L’injustice est le maître-mot depuis décembre. Il ne l’était pas en novembre, lorsqu’il s’agissait de dénoncer de nouvelles taxes. Le logiciel des 40 dernières années s’est remis en marche et a souvent transformé le débat sur le trop-plein d’imposition en débat sur l’injustice fiscale, permettant ainsi de ne pas s’interroger sur l’efficacité de la dépense publique à la française, pourtant triste championne du monde. Dans notre pays passionné d’égalité, le sentiment d’injustice est omniprésent et facile à alimenter.

Cela ne doit pas empêcher de dénoncer les incohérences qui minent notre contrat social.

Il est évident que certaines entreprises ne paient pas leur dû.

Il est évident que certaines optimisations fiscales n’ont guère de légitimité.

Il est évident que la fraude sociale est trop importante.

Il est évident que la confusion règne entre assistance et assurance.

Il est évident que la lenteur de la Justice alimente le sentiment d’impunité.

Se focaliser sur les seules inégalités est une voie sans issue. Notre énergie gagnerait à se concentrer simultanément sur deux dimensions : créer de la richesse ; faire mieux fonctionner les services publics. En créant de la richesse, nous nous dotons de la capacité à réformer dans le sens d’une plus grande justice.

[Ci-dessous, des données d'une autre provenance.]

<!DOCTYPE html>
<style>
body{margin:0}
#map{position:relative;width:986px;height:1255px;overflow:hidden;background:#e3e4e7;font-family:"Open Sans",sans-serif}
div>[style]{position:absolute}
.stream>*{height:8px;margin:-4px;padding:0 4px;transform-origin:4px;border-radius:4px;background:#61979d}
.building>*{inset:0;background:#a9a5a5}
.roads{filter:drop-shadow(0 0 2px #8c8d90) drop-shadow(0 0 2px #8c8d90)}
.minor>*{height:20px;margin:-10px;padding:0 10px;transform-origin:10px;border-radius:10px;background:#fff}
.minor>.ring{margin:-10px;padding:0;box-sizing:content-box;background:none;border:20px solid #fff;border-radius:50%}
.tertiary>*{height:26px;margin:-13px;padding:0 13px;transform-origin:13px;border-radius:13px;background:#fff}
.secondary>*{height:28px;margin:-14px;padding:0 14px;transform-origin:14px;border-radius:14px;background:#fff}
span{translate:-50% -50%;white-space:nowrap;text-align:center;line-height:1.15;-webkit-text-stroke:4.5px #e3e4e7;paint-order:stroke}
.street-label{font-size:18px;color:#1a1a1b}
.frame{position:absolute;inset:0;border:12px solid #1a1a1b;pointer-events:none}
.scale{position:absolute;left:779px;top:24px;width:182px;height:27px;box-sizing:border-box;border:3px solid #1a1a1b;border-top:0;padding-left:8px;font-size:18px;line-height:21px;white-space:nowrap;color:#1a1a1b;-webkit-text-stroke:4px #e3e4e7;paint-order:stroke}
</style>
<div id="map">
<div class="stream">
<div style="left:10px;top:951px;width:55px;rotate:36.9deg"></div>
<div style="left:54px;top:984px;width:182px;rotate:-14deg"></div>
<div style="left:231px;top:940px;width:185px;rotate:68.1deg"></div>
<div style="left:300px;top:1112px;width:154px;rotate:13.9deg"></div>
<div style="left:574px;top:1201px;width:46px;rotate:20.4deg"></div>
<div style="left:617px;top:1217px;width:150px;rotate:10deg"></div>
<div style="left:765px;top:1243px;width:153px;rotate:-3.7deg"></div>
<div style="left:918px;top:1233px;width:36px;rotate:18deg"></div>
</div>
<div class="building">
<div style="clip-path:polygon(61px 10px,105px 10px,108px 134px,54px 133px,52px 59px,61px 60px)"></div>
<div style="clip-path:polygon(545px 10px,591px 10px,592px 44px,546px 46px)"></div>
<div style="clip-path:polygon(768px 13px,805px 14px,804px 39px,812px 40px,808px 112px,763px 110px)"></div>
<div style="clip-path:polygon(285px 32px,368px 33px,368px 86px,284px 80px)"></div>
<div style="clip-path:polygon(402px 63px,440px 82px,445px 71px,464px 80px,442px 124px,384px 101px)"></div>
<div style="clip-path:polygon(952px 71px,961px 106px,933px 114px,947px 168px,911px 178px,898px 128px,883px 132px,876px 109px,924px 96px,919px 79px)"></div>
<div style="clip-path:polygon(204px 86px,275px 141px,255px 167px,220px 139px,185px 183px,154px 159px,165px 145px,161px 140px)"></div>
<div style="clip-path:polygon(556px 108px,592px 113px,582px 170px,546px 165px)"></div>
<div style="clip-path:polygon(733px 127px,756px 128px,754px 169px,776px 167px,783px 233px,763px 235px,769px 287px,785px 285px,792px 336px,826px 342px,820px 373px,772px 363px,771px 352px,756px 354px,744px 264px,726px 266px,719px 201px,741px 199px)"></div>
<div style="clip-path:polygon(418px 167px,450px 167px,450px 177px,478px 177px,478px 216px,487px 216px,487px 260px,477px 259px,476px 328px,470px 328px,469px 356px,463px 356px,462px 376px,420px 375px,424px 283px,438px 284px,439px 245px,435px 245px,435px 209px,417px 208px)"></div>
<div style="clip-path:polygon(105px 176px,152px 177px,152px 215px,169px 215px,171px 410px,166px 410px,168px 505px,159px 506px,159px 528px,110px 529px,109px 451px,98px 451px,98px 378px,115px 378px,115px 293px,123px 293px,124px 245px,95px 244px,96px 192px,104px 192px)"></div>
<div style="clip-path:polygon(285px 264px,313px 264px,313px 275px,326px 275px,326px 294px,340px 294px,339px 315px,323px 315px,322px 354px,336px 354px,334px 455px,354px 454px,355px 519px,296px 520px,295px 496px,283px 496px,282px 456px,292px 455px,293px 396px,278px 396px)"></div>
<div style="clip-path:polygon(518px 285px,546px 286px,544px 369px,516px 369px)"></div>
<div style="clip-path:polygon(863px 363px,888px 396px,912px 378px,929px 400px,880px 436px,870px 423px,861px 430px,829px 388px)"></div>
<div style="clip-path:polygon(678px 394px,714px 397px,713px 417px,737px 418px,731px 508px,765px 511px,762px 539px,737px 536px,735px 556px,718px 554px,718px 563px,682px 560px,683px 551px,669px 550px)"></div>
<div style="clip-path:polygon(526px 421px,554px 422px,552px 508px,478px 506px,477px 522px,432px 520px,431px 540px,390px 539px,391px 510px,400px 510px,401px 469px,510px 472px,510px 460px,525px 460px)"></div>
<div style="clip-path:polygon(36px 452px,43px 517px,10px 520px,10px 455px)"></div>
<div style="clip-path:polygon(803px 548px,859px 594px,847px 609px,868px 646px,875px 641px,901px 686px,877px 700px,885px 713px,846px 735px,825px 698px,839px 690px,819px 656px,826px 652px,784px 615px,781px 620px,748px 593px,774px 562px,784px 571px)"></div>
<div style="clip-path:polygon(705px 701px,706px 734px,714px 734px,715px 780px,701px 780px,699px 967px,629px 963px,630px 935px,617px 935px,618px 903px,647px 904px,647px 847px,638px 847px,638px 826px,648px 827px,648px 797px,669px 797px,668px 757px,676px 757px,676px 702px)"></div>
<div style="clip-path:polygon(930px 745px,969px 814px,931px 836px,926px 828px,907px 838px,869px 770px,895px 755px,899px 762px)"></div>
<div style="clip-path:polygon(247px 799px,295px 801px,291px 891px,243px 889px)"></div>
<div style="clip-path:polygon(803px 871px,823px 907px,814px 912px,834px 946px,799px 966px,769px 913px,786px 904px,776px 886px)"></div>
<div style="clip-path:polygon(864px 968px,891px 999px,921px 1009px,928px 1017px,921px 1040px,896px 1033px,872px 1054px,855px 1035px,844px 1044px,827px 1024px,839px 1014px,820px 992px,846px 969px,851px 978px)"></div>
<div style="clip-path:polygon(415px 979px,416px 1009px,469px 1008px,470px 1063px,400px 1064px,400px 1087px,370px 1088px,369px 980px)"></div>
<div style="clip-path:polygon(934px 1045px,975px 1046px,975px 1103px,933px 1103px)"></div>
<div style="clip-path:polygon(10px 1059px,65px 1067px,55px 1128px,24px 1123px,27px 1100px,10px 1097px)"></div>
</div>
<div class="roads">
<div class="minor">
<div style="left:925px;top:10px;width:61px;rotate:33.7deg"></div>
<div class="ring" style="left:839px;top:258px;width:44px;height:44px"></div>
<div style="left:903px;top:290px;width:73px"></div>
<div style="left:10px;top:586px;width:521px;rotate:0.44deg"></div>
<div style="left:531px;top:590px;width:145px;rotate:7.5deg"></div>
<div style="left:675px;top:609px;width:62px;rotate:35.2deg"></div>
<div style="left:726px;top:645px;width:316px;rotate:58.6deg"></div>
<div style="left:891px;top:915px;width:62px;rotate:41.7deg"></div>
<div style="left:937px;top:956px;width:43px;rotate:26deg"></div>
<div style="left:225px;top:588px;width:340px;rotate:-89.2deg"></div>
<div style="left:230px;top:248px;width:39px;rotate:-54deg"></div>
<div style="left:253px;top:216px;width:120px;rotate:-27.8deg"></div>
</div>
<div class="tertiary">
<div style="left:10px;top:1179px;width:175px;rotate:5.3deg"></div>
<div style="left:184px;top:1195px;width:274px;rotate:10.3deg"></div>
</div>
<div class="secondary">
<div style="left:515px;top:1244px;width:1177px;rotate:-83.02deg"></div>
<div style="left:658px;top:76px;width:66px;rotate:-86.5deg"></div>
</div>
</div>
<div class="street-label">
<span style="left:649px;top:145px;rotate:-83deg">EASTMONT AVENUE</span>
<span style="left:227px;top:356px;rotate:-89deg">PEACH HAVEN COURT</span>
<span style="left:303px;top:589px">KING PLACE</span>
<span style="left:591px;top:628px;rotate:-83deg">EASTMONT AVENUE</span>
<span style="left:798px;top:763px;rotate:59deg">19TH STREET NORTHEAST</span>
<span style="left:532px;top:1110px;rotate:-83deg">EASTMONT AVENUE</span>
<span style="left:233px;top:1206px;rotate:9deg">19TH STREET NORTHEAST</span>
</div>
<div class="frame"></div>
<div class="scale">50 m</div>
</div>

Dans notre pays attaché aux positions acquises, seules des évolutions au temps long avec des sorties par le haut sont réalistes. Elles ont un coût. Seules des ressources nouvelles peuvent les financer. Pour cela, il faut de la croissance.

Le moment venu, chacun devra faire des propositions précises.

Notre Groupe a ainsi d’ores et déjà apporté sa contribution en matière fiscale, contribution qui répond d’ailleurs à l’exaspération des Français. Des services publics ambitieux sont, par ailleurs, le meilleur outil de lutte contre les inégalités. Savoir lire et compter dès l’âge de 6 ans, être protégé des délinquants où que l’on habite, être vite et bien soigné à l’hôpital, sont les meilleurs services à rendre aux plus démunis. Encore faut-il que ces services soient performants.

Nous demandons ainsi au gouvernement de se concentrer sur la poursuite de réformes maintes fois anéanties par conservatisme.

Cela sera beaucoup plus efficace !

Monsieur le Premier ministre, les conditions de l’élection présidentielle nous ont privés d’un réel débat. Ce débat, nous venons de l’avoir parce qu’un débat vaut mieux qu’une émeute, c’est évident. Mais un débat n’est qu’un outil d’aide à la décision.Après la restitution, vient le moment des choix. Les institutions républicaines doivent reprendre leur place. La rivière doit rentrer dans son lit. Il appartient aujourd’hui au Président de la République et à votre gouvernement d’exprimer ses conclusions.

C’est ici au Parlement que le débat se prolongera et que les propositions se discuterons. Monsieur le Premier ministre, nous vous attendons.